The world population now exceeds seven billion, but in Europe population growth remains very low. And within Europe it is Germany which has one of the lowest growth rates. The relative figures released last year by the Ministry for Internal Affairs were already worrying. Last October, the Federal Statistics Office announced that the population of Germany would fall by at least ten million by 2060. It is evident that the future demographic of the German Federal Republic will be one of the most important subjects for public discussion in the next few years. German society is gradually and inexorably diminishing and ageing. Germany has a birth rate which is among the lowest in the world, as we will see only the Japanese do worse than the Germans.

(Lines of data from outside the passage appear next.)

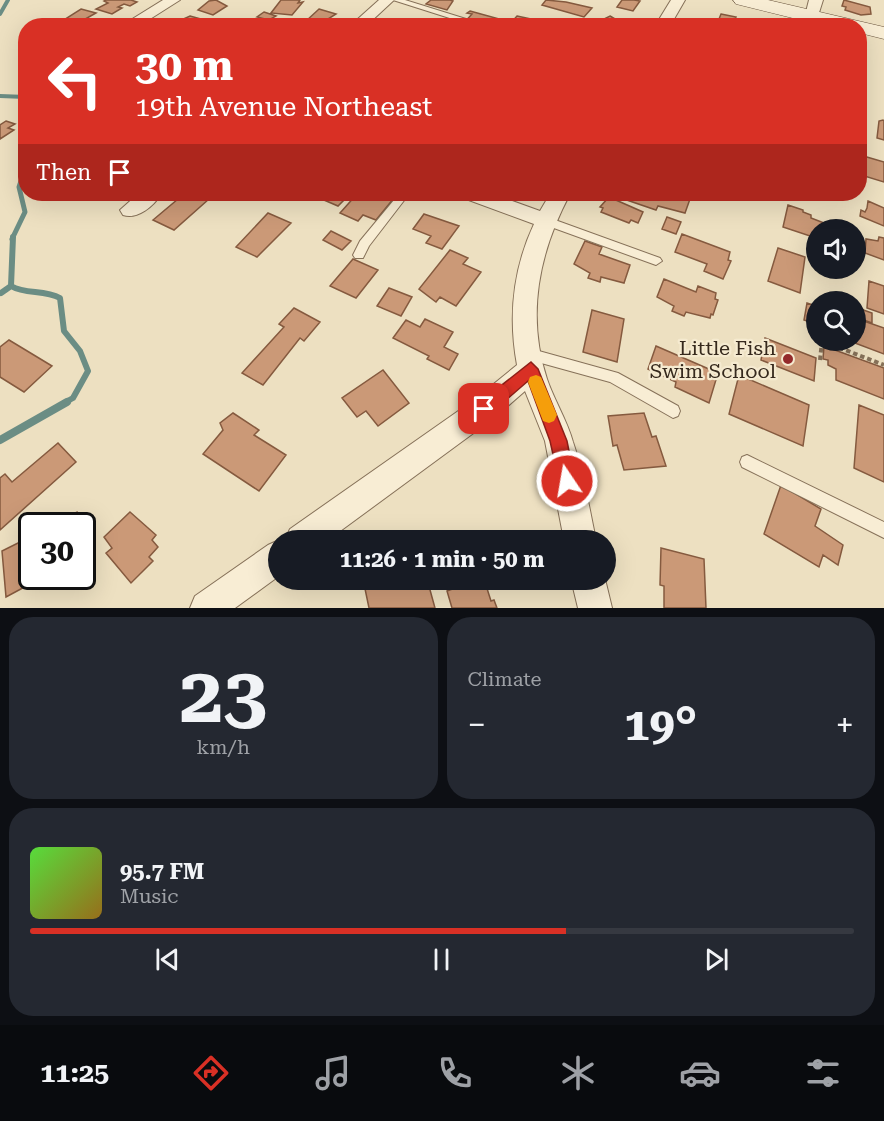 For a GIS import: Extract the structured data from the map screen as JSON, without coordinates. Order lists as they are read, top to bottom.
{
  "places": ["Little Fish Swim School"],
  "page": {
    "turn": ["30 m", "19th Avenue Northeast"],
    "then": "Then",
    "limit": "30",
    "trip": "11:26 · 1 min · 50 m",
    "tile": [
      ["23", "km/h"],
      "Climate"
    ],
    "heat": ["−", "19°", "+"],
    "song": ["95.7 FM", "Music"],
    "tabs": "11:25"
  }
}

The question that now needs to be asked is this: Is it possible for an economy which is Europe’s guide and model to have such a low birth rate? What future does the German population have? Is Germany self-destructing, as Thilo Sarrazin wrote, maybe prophetically, in 2010? Today the German Federal Republic is a solid and robust social market economy, but its economic supremacy is not destined to last long if it is denied the possibility of generational change.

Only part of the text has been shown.